When a pod times out, the task specific log will be available in the Airflow web UI. For example:
Executingon 2018-07-23 19:06:58.133811 Running: ['bash', '-c', u'airflow run kubernetes-pod-example ex-all-configs 2018-07-23T19:06:58.133811 --job_id 726 --raw -sd DAGS_FOLDER/kubernetes_pod_operator_sample.py'] Event: pod-name-9a8e9d06 had an event of type Pending ... ... Event: pod-name-9a8e9d06 had an event of type Pending Traceback (most recent call last): File "/usr/local/bin/airflow", line 27, in args.func(args) File "/usr/local/lib/python2.7/site-packages/airflow/bin/cli.py", line 392, in run pool=args.pool, File "/usr/local/lib/python2.7/site-packages/airflow/utils/db.py", line 50, in wrapper result = func(*args, **kwargs) File "/usr/local/lib/python2.7/site-packages/airflow/models.py", line 1492, in _run_raw_task result = task_copy.execute(context=context) File "/usr/local/lib/python2.7/site-packages/airflow/contrib/operators/kubernetes_pod_operator.py", line 123, in execute raise AirflowException('Pod Launching failed: {error}'.format(error=ex)) airflow.exceptions.AirflowException: Pod Launching failed: Pod took too long to start
Pod Timeouts can also occur when the Composer Service Account lacks the necessary IAM permissions to perform the task at hand.

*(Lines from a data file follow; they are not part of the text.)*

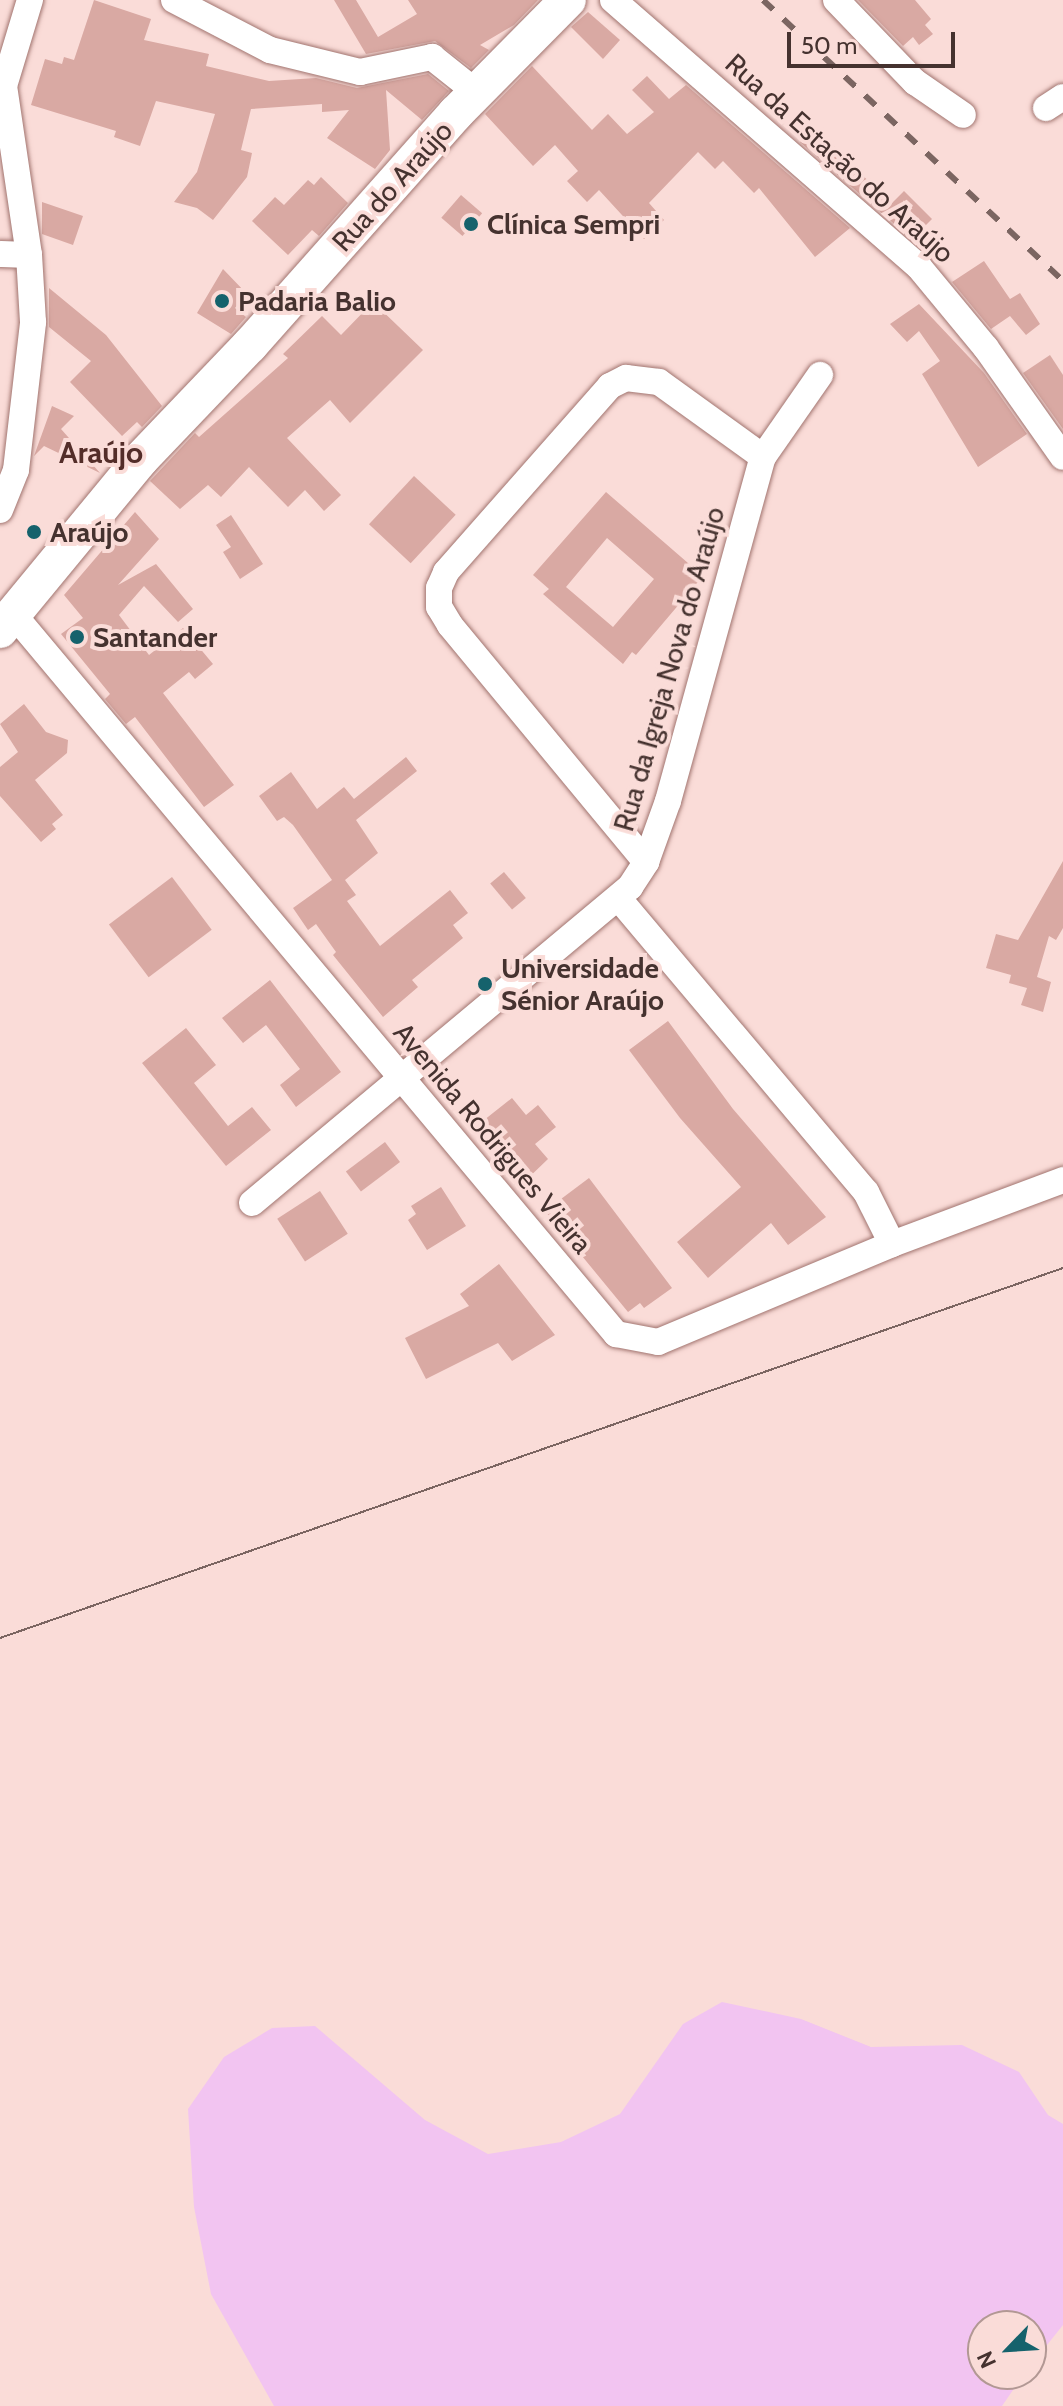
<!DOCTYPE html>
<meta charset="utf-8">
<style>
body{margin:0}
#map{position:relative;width:1063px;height:2406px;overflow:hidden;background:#fadcd8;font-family:Cabin,sans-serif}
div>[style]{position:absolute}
.green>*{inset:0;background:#f2c4f1}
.building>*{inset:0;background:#d9a9a3;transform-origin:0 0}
.roads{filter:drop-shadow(0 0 2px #a1746f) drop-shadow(0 0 2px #a1746f)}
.street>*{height:26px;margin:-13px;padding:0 13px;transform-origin:13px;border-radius:13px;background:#fff}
.secondary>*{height:36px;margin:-18px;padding:0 18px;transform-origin:18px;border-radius:18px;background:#fff}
.tram>*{height:2px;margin:-1px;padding:0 1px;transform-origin:1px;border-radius:1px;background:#7b6561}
.rail>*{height:6px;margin-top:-3px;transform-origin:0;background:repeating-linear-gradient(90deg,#7b6561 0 14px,transparent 0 28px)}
.dots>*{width:22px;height:22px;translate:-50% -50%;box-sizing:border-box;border:4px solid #fadcd8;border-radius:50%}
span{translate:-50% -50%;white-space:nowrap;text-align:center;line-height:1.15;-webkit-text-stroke:8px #fadcd8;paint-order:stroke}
.street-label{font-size:28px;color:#45322f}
.poi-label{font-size:28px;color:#45322f;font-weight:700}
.left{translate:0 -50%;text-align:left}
.neighbourhood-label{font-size:30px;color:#532d29;font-weight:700}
.north{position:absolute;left:967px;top:2310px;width:80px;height:80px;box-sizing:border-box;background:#fadcd8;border:2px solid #b29894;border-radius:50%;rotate:245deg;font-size:22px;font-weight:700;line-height:32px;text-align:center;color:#45322f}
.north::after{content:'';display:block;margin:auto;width:28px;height:36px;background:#15626c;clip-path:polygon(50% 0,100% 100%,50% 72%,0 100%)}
.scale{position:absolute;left:787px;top:32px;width:168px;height:36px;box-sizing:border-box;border:4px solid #45322f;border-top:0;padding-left:10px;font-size:24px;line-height:28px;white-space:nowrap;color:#45322f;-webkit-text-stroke:6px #fadcd8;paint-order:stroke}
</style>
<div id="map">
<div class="green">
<i style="clip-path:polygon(722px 2002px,801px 2019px,871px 2047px,962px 2045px,1019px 2072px,1048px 2115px,1063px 2124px,1063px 2325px,1031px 2365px,1031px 2326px,983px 2326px,983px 2374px,1024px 2374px,1002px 2406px,274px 2406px,211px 2294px,194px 2207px,188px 2109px,224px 2057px,272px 2028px,315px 2026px,425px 2120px,488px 2154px,561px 2142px,620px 2114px,683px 2024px)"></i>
</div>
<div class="building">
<i style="clip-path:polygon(94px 0,151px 19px,144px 40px,209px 54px,206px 66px,269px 81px,316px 78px,357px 88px,428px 74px,449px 91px,422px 120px,386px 90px,390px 150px,375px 169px,327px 138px,349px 110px,322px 112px,322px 104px,251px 109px,241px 150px,252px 153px,247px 177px,213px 220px,197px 208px,174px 202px,197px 172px,215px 114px,156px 101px,140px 146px,114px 137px,116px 131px,31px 105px,45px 59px,62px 64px,64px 57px,74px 60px)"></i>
<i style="clip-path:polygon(334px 0,356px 0,378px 37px,417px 14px,408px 0,538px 0,514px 25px,480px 45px,489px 50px,471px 68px,435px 41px,366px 54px)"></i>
<i style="clip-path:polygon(858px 0,915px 0,931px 19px,925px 25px,933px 34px,919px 45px,913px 37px,903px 46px)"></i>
<i style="clip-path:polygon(588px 12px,620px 40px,603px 59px,571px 27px)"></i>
<i style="clip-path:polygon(532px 66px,592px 130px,608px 114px,627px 134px,654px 112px,632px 90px,647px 76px,669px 99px,686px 85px,850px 228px,815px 257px,759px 188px,754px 193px,723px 161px,715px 169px,698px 152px,649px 203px,664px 220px,644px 239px,599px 190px,587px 202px,567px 181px,578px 171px,555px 145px,533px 166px,485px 114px)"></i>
<i style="clip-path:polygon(814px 126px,891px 204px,904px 191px,932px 219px,924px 227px,941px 244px,930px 255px,800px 142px)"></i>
<i style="clip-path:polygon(321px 177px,348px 203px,319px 236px,312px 230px,288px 255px,252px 221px,275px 197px,284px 205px,308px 180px,314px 185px)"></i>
<i style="left:461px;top:195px;width:28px;height:30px;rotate:41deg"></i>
<i style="clip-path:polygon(42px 202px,83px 216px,73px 245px,42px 234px)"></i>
<i style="clip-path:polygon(984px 261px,1010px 299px,1020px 293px,1040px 324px,1026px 335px,1010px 316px,991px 329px,952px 282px)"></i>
<i style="clip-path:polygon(223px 269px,247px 294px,235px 308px,246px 317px,231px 334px,197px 313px)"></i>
<i style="clip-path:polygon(49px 288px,106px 335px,162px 406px,142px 427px,137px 422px,122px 436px,70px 382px,91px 361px,49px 327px)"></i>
<i style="clip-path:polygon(373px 302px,423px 350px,350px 423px,330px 400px,287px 438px,341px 495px,324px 511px,305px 490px,288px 507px,249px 467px,221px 497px,208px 485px,180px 509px,150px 481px,195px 433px,199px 437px,288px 358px,283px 354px,322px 316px,341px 335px)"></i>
<i style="clip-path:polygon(919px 304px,984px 373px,1027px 434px,978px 467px,922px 374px,940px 361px,919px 331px,907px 342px,890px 324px)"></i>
<i style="clip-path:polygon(1050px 355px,1063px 375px,1063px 429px,1023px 373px)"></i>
<i style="clip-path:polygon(52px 406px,74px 416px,61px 429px,100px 473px,44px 446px,34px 456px)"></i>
<i style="left:414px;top:476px;width:57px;height:66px;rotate:43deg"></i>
<i style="clip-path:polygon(evenodd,606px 492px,703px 576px,636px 655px,632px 652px,623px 664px,543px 594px,549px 589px,533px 575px,606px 492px,607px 538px,654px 579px,613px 627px,566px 587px,607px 538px)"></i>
<i style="clip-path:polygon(135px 512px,159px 539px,118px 585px,156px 564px,193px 609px,178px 622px,144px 586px,119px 615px,149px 655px,183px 628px,213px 664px,195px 679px,189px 672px,163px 693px,234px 785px,204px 807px,135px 717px,126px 724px,105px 699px,110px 694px,61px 634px,83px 618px,64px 595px)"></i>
<i style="clip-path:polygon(231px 515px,263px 564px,240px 579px,223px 552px,231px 547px,216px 525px)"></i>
<i style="clip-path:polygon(24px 704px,46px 732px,68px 740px,67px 753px,35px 780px,63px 815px,52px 824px,56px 829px,41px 842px,0 796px,0 767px,18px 752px,0 724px)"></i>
<i style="clip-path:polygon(406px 757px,417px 771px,356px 820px,378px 853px,345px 880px,356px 895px,347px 901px,380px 946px,450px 890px,468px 913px,453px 925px,463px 938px,412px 980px,418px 987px,383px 1017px,333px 955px,336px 952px,316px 924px,308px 930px,293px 908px,332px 880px,293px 825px,284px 817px,277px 821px,259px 796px,291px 772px,317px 809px,344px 787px,354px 799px)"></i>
<i style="clip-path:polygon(1063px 861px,1063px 928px,1056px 940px,1049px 936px,1037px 977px,1051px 982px,1043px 1012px,1021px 1005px,1027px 988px,1009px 983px,1011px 975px,986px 968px,996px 934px,1018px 940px)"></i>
<i style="left:504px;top:872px;width:34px;height:18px;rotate:50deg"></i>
<i style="left:172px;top:877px;width:66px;height:79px;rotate:53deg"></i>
<i style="clip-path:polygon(270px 980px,341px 1072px,296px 1107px,280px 1085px,300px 1069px,266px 1025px,243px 1043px,222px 1018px)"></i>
<i style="clip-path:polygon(668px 1021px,733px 1109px,826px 1217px,788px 1245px,771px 1223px,708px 1278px,677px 1242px,741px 1187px,680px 1118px,629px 1050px)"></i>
<i style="clip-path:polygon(186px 1028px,216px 1065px,194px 1083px,228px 1126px,252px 1107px,271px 1130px,226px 1166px,142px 1063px)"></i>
<i style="clip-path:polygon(512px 1098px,526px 1115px,538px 1105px,556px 1127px,535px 1144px,548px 1159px,522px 1184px,474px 1128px)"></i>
<i style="left:385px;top:1142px;width:25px;height:49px;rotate:53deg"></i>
<i style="clip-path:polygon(589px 1178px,672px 1288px,644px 1308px,640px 1303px,628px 1312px,545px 1211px)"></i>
<i style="clip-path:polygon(441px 1187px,466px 1226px,427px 1250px,408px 1220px,416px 1214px,411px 1206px)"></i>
<i style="left:320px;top:1191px;width:51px;height:51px;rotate:57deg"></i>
<i style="clip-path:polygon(499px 1264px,555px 1335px,512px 1361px,498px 1343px,426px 1379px,405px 1338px,469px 1306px,460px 1294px)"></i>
</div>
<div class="roads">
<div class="street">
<i style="left:174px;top:0;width:108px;rotate:27.5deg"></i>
<i style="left:270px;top:50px;width:93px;rotate:13.7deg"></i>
<i style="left:360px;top:72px;width:74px;rotate:-11.8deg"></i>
<i style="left:432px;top:57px;width:56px;rotate:38.5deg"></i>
<i style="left:613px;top:0;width:406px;rotate:41.1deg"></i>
<i style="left:919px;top:267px;width:105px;rotate:50.4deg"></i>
<i style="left:986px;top:348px;width:133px;rotate:54.8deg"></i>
<i style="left:836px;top:0;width:114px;rotate:46.1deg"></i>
<i style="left:915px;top:82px;width:58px;rotate:34.5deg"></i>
<i style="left:1046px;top:108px;width:20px;rotate:-33deg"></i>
<i style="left:0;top:254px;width:29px;rotate:2deg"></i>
<i style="left:0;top:510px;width:43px;rotate:-68.2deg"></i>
<i style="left:16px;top:470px;width:149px;rotate:-83.4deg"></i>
<i style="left:33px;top:322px;width:67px;rotate:-93.4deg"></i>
<i style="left:29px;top:255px;width:171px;rotate:-98.4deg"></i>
<i style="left:4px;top:86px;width:90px;rotate:-73.2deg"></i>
<i style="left:14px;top:615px;width:938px;rotate:50.06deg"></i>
<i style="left:616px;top:1334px;width:43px;rotate:10.8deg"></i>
<i style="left:658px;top:1342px;width:254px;rotate:-22.7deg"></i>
<i style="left:892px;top:1244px;width:183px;rotate:-20.5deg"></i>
<i style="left:646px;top:862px;width:308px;rotate:-129.6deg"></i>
<i style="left:450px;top:625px;width:21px;rotate:-121deg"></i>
<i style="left:439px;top:607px;width:19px;rotate:-90deg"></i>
<i style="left:439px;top:588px;width:17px;rotate:-66deg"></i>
<i style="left:446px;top:572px;width:248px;rotate:-48.6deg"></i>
<i style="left:610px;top:386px;width:18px;rotate:-27deg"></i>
<i style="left:626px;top:378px;width:33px;rotate:7deg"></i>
<i style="left:659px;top:382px;width:128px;rotate:35.8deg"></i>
<i style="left:620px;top:900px;width:382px;rotate:49.9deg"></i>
<i style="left:866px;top:1192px;width:58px;rotate:63.4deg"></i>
<i style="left:252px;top:1203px;width:493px;rotate:-39.9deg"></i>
<i style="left:630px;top:887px;width:30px;rotate:-57deg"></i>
<i style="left:646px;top:862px;width:65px;rotate:-70.2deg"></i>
<i style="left:668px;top:801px;width:357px;rotate:-74.6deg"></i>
<i style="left:763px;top:457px;width:100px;rotate:-55.2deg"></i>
</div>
<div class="secondary">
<i style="left:0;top:630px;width:220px;rotate:-50.5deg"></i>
<i style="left:140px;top:460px;width:159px;rotate:-46.3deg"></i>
<i style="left:250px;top:345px;width:310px;rotate:-48.4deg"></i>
<i style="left:456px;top:113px;width:159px;rotate:-45.3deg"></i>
</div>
</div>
<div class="tram">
<i style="left:0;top:1638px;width:1126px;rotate:-19.19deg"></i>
</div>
<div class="rail">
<i style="left:763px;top:0;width:411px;rotate:43.1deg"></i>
</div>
<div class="dots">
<i style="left:471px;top:224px;background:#15626c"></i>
<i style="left:222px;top:301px;background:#15626c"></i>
<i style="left:34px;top:532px;background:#15626c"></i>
<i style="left:77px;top:637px;background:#15626c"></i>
<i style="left:485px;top:984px;background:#15626c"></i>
</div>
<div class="street-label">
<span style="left:840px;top:158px;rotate:42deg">Rua da Estação do Araújo</span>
<span style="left:392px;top:186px;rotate:-48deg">Rua do Araújo</span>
<span style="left:669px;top:669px;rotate:-74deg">Rua da Igreja Nova do Araújo</span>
<span style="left:493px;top:1138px;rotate:50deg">Avenida Rodrigues Vieira</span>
</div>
<div class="poi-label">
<span class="left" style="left:487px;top:224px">Clínica Sempri</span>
<span class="left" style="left:238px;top:301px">Padaria Balio</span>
<span class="left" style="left:50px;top:532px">Araújo</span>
<span class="left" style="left:93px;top:637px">Santander</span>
<span class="left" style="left:501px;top:984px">Universidade<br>Sénior Araújo</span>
</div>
<div class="neighbourhood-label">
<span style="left:101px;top:453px">Araújo</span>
</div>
<div class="north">N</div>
<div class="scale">50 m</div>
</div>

To verify this, look at pod-level errors using the GKE Dashboards to look at the logs for your particular Workload, or use Stackdriver Logging.
Failed to Establish a New Connection
Auto-upgrade is enabled by default in GKE clusters. If a node pool is in a cluster that is upgrading, you may see the following error:
<Task(KubernetesPodOperator): gke-upgrade> Failed to establish a new connection: [Errno 111] Connection refuse
To check if your cluster is upgrading, go to the GKE menu in the Cloud Console and look for the loading icon next to your environment's cluster name.